The school has a strong focus on football, athletics, music and places equal importance on academics. The school is often referred to as the "Sporting Giant of The Nilgiris", having won the Nilgiris District Inter-School Athletics Championship consecutively for the past 23 years and the Nilgiris District Inter-School Football Championship for more number of times than any other school. The school won the Tamil Nadu state-level inter-school football tournament in 2007 and almost every year reaches at least the semi-finals of this tournament. The school has produced few state-level athletes and footballers. The students are known as "The Josephites".

History

In 1888, the Catholic Bishop of Coimbatore, the Rt. Rev. Dr. Bardou, considered it opportune to start a school within the premises of their 'House' in the Nilgiris. At the outset, before the establishment of our present school, bungalows owned by the Catholic Mission in Wellington were utilized for the education of Catholic children. The Priests of the Society of the Paris Missions conducted the infant institution, which in the early years, had an enrolment of about forty students. With the increasing number of pupils, it was found necessary to shift the School to where sufficient accommodation could perhaps be obtained. Dr. Bardou, with considerable enterprise, obtained an extensive property in Coonoor and the work of the building was started in 1888. The main block was completed two years later and the pupils attending the School in Wellington were transferred to the new building in Coonoor - still under the Priests of the Paris Foreign Mission.

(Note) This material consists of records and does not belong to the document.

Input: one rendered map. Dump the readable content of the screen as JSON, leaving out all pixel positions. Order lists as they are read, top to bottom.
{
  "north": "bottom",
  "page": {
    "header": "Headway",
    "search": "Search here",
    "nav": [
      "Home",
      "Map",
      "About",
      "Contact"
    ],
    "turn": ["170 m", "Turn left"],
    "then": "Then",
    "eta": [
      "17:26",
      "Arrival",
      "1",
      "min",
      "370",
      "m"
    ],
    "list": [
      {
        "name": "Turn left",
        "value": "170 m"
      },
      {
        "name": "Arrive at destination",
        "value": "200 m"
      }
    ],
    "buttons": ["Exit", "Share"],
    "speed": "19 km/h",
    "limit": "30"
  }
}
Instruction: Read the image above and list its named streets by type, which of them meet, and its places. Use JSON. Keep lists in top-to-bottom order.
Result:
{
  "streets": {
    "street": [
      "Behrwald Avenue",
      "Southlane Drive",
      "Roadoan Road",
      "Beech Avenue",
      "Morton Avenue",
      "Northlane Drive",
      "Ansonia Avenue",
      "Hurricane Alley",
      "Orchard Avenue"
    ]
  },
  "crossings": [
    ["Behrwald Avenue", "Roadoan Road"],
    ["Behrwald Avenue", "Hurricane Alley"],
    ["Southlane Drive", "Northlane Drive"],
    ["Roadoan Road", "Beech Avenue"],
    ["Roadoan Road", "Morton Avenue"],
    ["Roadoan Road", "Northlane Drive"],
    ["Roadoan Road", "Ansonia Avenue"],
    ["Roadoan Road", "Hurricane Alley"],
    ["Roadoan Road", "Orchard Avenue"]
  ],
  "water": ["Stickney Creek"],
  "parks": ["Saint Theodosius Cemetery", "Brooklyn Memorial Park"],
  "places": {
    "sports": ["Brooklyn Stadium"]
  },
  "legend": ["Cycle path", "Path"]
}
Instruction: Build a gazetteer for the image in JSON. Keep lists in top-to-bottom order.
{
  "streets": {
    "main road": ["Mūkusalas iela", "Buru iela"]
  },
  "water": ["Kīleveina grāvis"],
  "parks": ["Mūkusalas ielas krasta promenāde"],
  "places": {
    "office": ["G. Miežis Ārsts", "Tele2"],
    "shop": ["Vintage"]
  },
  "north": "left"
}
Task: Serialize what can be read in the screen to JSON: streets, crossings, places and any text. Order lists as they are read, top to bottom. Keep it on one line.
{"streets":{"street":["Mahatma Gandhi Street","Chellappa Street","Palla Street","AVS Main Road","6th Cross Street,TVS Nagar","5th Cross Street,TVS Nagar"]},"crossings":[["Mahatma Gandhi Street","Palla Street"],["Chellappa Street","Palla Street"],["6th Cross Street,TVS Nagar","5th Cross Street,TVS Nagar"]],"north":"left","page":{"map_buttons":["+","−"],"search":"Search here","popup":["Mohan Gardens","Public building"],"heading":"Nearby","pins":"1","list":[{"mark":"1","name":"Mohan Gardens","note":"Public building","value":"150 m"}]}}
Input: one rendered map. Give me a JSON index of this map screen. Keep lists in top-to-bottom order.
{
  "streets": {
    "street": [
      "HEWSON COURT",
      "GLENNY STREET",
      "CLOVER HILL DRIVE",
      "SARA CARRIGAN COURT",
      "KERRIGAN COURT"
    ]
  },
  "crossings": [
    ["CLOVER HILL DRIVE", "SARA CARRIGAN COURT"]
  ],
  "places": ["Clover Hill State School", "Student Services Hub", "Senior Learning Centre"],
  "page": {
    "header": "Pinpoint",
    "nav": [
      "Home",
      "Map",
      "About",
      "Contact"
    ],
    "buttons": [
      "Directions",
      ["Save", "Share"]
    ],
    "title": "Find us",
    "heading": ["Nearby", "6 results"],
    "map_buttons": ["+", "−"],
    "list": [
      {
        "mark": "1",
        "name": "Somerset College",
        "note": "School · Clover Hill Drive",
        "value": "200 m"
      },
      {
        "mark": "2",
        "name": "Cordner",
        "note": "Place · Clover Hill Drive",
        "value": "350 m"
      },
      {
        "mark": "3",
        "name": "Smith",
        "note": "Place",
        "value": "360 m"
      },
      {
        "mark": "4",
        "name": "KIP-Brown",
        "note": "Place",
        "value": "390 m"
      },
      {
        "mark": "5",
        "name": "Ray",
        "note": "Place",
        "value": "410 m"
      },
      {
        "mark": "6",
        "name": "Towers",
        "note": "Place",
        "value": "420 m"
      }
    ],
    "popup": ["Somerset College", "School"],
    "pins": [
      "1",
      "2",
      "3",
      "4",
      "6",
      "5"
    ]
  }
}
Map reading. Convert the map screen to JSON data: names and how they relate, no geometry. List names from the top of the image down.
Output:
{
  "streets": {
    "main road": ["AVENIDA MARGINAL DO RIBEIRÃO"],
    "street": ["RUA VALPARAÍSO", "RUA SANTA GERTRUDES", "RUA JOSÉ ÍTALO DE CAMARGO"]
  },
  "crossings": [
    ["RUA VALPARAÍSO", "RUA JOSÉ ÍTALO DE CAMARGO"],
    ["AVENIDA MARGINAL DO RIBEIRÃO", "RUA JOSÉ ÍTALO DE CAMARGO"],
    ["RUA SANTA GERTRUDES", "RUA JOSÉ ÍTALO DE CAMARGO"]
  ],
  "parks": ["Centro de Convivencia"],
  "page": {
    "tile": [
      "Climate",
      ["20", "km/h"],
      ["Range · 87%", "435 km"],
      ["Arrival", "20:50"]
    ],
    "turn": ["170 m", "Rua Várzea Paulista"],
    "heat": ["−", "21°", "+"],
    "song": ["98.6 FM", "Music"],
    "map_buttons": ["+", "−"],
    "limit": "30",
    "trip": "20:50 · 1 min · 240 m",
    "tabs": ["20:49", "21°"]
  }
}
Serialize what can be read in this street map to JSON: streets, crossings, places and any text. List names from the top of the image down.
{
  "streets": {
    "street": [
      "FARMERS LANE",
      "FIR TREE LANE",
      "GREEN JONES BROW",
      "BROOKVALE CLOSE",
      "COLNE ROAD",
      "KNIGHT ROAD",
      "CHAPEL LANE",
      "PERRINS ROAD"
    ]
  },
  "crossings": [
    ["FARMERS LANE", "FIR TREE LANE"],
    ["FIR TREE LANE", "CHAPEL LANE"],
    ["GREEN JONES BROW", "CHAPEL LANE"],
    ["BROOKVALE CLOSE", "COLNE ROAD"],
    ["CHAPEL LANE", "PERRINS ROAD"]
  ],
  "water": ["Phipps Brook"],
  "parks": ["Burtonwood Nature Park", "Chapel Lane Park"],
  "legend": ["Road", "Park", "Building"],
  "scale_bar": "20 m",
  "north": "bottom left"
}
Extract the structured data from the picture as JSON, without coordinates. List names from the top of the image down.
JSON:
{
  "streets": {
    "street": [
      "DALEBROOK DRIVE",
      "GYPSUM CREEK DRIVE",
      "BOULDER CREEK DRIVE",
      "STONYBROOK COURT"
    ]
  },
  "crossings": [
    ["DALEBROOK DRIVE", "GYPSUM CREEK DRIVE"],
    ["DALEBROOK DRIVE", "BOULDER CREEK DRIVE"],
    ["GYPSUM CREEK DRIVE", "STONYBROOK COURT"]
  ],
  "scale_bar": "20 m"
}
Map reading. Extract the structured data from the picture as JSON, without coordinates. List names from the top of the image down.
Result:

In 1892, the Management of the School was entrusted to the Patrician Brothers who had landed and established themselves in Madras in the year 1875. Under the stewardship of Rev. Bro. Malachy Carew as the first Principal, St. Joseph's set off on the road to success and advancement. Through the interest and patronage of Sir Arthur Lawley, the then Governor of Madras, and the Hon'ble Murray Hammick - 1st Member of Council - the famed 'L' Block was commissioned in 1911. With Rev. Bro. L.T. Fordd at the helm, the Telegraph Training Classes were launched in 1919 to give this Institution the name she is more famous by - St. Joseph's College - until recently. The telegraph classes, due to Government policy, were discontinued in 1929 and the College catered to the all round development of her students who appeared for the Cambridge School Leaving Certificate or the Anglo-Indian High School Examination which was maintained until 1978, when the pattern of education changed to the present Higher Secondary Examination of the Tamil Nadu State Board, the Anglo-Indian High School Examination maintaining the status quo.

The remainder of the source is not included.